ADAP Advocacy has published two new infographics examining the relationship between the 340B Drug Pricing Program and medical debt in the United States. The infographics, part of the organization's "340B Too Big to Fail" advocacy campaign, reveal troubling disparities between the program's original intent and its current impact on patient finances. This analysis comes at a critical time when medical debt remains a leading cause of bankruptcy in the United States, raising important questions about the accountability and oversight of federal healthcare programs.
The first infographic, "340B Too Big to Fail – Medical Debt – Part 1," demonstrates how the 340B program was designed to help low-income patients access healthcare services. Despite the program growing to $66 billion in size, primarily benefiting hospitals, medical debt continues to burden many Americans. Most concerning is that the majority of this debt is owed to hospitals that qualify for 340B program participation. This contradiction highlights a fundamental failure in program implementation where institutional gains have not translated to patient relief.

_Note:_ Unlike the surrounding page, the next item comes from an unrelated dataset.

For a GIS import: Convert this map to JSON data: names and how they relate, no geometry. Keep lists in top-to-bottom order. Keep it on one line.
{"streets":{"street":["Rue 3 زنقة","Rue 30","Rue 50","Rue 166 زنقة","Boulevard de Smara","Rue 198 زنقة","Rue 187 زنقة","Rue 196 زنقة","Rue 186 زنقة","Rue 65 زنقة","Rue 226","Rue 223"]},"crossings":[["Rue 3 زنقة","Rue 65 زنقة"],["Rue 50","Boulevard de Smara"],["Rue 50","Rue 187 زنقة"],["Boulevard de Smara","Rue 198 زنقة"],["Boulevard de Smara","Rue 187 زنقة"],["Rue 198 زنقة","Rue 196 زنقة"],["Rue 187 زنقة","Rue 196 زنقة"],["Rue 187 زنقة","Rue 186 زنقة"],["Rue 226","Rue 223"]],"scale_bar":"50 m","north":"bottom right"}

The second infographic, "340B Too Big to Fail – Medical Debt – Part 2," documents how many 340B-participating hospitals employ aggressive, predatory debt collection practices that often damage consumer credit reports. These hospitals are choosing not to set reasonable prices or offer robust financial assistance programs, instead opting to sue patients rather than provide free charity care as required by law. This represents a significant ethical and legal concern within healthcare delivery systems that receive substantial federal support through the 340B program.
The infographic series is available for download at https://www.adapadvocacy.org/publications.html#i and serves as part of ADAP Advocacy's ongoing national campaign questioning whether the 340B Drug Pricing Program has become "too big to fail." The organization's findings suggest that while the program has expanded significantly, its benefits are not adequately reaching the patients it was designed to serve, resulting in continued financial hardship for vulnerable populations. The infographics provide visual evidence of systemic issues within the 340B program that warrant further examination by policymakers and healthcare advocates.
The implications of these findings extend beyond individual patient experiences to broader healthcare system accountability. When hospitals receiving substantial discounts through the 340B program simultaneously engage in aggressive debt collection against the very populations the program was designed to protect, it suggests fundamental misalignment between program goals and outcomes. This situation raises questions about whether current oversight mechanisms are sufficient to ensure program integrity and whether legislative or regulatory changes are needed to realign incentives.
For Northern Virginia communities including Fairfax and Arlington counties, where healthcare costs and medical debt affect many residents, these findings highlight systemic issues that could influence local healthcare affordability discussions. The visual documentation of how federal healthcare programs may inadvertently contribute to medical debt burdens provides valuable context for regional policymakers and advocates working on healthcare access issues. As medical debt continues to impact household financial stability across the region, understanding the role of federal programs like 340B becomes increasingly important for developing effective solutions.